Looking at the table structure for the bi-directional one-to-one on a join table, it is understandable why Hibernate chooses for a symmetric configuration, because the table structure (MASTER PEER) is symmetric.
The SQL that hibernate will produce from this mapping looks like this
select master0_.ID as ID0_2_, master0_1_.ID as ID2_2_, children1_.MASTER_FK as MASTER2_4_, child2_.ID as ID4_, child2_.ID as ID4_0_, child2_1_.MASTER_FK as MASTER2_1_0_, peer3_.ID as ID3_1_, peer3_1_.MASTER_FK as MASTER1_2_1_ from MASTER master0_ inner join PEER_JOIN master0_1_ on master0_.ID=master0_1_.MASTER_FK left outer join CHILD_JOIN children1_ on master0_.ID=children1_.MASTER_FK left outer join CHILD child2_ on children1_.ID=child2_.ID left outer join CHILD_JOIN child2_1_ on child2_.ID=child2_1_.ID left outer join PEER peer3_ on master0_1_.ID=peer3_.ID left outer join PEER_JOIN peer3_1_ on peer3_.ID=peer3_1_.ID where master0_.ID=?
As you can see, all columns are now selected from the correct tables.

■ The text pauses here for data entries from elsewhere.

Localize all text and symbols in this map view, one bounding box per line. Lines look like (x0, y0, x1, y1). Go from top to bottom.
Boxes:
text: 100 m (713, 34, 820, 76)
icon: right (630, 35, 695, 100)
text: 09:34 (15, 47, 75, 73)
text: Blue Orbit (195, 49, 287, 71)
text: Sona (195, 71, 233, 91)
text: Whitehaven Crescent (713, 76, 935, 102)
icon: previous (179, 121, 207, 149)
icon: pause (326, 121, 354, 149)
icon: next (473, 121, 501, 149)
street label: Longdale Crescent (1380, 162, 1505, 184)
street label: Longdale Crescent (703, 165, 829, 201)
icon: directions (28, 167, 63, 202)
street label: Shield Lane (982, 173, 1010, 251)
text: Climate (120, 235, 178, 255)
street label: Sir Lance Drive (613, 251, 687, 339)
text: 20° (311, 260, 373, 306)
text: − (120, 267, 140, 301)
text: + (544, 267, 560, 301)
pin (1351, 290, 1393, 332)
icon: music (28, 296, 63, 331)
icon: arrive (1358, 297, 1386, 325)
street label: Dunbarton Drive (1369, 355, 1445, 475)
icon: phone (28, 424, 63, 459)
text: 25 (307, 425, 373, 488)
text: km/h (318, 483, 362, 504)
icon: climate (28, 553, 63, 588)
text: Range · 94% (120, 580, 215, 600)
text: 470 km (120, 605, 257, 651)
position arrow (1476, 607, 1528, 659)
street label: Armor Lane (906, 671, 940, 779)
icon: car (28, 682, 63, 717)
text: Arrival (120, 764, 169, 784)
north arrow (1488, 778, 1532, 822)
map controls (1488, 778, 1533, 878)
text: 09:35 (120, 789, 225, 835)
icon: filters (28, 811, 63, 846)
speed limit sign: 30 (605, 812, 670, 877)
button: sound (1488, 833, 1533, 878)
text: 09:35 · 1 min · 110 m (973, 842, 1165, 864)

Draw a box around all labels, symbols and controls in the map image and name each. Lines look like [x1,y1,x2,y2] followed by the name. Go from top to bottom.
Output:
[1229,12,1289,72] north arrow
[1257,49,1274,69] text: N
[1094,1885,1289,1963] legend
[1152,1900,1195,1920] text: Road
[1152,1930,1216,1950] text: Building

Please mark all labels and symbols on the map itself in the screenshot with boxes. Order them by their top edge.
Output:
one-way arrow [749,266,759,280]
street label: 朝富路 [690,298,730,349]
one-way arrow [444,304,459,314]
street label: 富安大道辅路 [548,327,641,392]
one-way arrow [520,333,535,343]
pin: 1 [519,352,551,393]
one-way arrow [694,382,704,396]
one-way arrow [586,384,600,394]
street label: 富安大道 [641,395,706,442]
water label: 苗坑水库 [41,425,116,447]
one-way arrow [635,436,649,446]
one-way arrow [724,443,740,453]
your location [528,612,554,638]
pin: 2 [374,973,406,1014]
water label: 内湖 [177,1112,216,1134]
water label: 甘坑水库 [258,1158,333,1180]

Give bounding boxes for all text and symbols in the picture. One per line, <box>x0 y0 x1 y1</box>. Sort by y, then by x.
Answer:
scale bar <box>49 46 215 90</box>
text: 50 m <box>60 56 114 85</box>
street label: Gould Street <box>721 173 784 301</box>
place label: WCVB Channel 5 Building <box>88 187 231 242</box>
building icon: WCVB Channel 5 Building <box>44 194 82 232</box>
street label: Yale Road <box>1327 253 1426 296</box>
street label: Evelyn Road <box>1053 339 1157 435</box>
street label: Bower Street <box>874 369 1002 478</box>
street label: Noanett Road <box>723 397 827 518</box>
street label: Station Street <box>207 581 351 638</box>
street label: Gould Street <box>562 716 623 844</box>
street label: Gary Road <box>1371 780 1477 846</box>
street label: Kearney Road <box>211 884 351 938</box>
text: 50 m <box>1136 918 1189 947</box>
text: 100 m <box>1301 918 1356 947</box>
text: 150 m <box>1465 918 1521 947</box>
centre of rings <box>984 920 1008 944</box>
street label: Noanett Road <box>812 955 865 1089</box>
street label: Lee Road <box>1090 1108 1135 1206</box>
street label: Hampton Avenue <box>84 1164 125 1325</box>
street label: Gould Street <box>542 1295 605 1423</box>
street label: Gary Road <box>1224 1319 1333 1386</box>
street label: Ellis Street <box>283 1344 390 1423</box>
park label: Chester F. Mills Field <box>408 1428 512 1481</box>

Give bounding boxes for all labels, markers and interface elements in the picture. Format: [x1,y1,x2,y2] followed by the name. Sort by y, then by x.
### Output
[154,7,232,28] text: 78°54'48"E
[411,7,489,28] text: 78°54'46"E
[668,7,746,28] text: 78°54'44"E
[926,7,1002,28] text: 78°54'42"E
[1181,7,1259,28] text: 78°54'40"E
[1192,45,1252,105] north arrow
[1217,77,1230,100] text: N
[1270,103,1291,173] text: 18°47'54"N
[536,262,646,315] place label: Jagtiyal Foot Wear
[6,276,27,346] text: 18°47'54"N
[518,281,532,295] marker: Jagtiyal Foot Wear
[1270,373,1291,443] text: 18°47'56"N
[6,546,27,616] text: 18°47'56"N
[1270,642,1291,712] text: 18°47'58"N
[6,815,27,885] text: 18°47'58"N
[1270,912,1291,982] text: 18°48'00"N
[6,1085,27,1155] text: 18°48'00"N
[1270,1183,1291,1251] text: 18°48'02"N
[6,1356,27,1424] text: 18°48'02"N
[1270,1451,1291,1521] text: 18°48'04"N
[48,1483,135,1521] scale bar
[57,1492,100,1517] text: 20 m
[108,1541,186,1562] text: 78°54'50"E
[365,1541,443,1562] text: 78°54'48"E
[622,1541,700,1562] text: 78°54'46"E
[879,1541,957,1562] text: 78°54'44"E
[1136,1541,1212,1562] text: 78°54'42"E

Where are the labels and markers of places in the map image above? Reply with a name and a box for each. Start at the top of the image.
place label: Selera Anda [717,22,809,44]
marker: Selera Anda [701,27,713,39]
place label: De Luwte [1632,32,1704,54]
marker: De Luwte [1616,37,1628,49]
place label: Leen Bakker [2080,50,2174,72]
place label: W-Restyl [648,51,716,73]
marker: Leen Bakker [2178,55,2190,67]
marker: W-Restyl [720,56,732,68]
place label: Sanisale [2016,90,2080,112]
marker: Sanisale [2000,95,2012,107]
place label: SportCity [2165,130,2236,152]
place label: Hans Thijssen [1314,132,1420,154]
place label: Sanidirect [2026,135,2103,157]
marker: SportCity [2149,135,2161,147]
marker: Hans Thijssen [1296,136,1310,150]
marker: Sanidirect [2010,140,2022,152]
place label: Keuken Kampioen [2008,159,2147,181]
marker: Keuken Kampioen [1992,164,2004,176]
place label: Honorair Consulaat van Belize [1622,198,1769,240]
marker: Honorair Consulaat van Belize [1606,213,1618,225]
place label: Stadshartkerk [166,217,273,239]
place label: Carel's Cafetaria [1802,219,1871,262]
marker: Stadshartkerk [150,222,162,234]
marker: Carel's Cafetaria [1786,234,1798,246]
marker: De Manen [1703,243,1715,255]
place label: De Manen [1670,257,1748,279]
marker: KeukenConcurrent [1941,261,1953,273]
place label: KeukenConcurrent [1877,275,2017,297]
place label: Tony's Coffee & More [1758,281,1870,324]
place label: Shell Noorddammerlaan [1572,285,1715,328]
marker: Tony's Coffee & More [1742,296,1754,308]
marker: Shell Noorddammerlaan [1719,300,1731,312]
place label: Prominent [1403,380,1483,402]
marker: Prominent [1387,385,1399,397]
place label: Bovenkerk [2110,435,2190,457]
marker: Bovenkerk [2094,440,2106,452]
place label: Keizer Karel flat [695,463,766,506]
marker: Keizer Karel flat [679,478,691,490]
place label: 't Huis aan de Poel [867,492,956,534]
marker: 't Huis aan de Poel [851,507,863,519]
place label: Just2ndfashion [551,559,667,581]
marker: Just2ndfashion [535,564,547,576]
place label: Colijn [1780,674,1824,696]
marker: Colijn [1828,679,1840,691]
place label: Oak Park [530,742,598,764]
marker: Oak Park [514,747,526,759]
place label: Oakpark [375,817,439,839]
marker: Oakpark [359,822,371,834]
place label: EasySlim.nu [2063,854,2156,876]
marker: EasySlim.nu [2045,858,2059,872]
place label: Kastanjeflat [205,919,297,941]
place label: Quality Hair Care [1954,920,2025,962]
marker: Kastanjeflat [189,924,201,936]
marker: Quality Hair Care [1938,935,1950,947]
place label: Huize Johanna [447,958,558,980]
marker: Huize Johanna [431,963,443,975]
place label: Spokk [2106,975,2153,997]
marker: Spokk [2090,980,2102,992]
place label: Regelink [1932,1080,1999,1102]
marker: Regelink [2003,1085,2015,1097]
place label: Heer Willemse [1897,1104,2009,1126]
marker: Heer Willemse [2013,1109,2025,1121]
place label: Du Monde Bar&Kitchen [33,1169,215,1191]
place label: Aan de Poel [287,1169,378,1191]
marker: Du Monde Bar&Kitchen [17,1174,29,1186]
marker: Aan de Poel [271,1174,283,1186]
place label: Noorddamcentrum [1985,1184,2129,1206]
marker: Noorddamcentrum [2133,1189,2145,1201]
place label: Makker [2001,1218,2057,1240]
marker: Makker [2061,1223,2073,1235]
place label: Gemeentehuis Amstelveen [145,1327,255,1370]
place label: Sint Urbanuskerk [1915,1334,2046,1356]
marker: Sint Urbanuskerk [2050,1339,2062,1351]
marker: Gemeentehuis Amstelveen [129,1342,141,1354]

Hibernate joins a few tables too many, but that is because it likes to address each entity and association as a separate part of the query, so the CHILD_JOIN.MASTER_FK column is once queried as part of the Master->Child association (with alias children1_) and once as property of CHILD (with alias child2_1_).
We assumed that we wouldn’t have to change the Master class configuration, since we didn’t change the MASTER table. We forgot that the mapping configuration also contains all associations and that these associations did change.
Hibernate then forces you to change all bi-directional one-to-… associations to bi-directional unique many-to-… associations. This configuration works fine, but it is very counter intuitive and therefor hard to remember and use.
Complication – Inverse-ness
From this configuration one complication arises. As explained above, when a join table is bi-directionally mapped, we need to make onside of the association inverse. This should always be done for any bi-directional association. Mapping the join as inverse means that the properties in the join will not be updated from that side of the association.
In the example above we have made the join in the Peer class mapping inverse. Now what if we want to add a property to the Peer class that is mapped on the PEER_JOIN table? Normally we would just add a <property … /> node in the <join …/> node of the Peer class configuration, but since the join is inverse on this side, the property will not be saved. So we need to move the inverse-ness of this association to the other side.
Now just making the join in the Master class configuration inverse will break the cascading behavior. Until now we had configured hibernate to save the whole object tree from a master object. The inserting sequence for this was MASTER, PEER, PEER_JOIN, … . Now after moving the inverse-ness to the other side of the join, hibernate changes the sequence to PEER, PEER_JOIN, MASTER, … . But this won’t wprk, since at the point of inserting the row in the PEER_JOIN, the value for the not nullable MASTER_FK column is not yet known. This will result in ConstraintViolationExceptions.
The only way to resolve this is by changing the application to save the object tree from the Peer object. This is really bad, because it means you have to change your application to enable Hibernate to work correctly. I can’t really imagine why Hibernate is unable to find the correct sequence for saving the data cascadingly.
I hope this blog will save you some time in finding the right mapping for your bi-directional association with join table.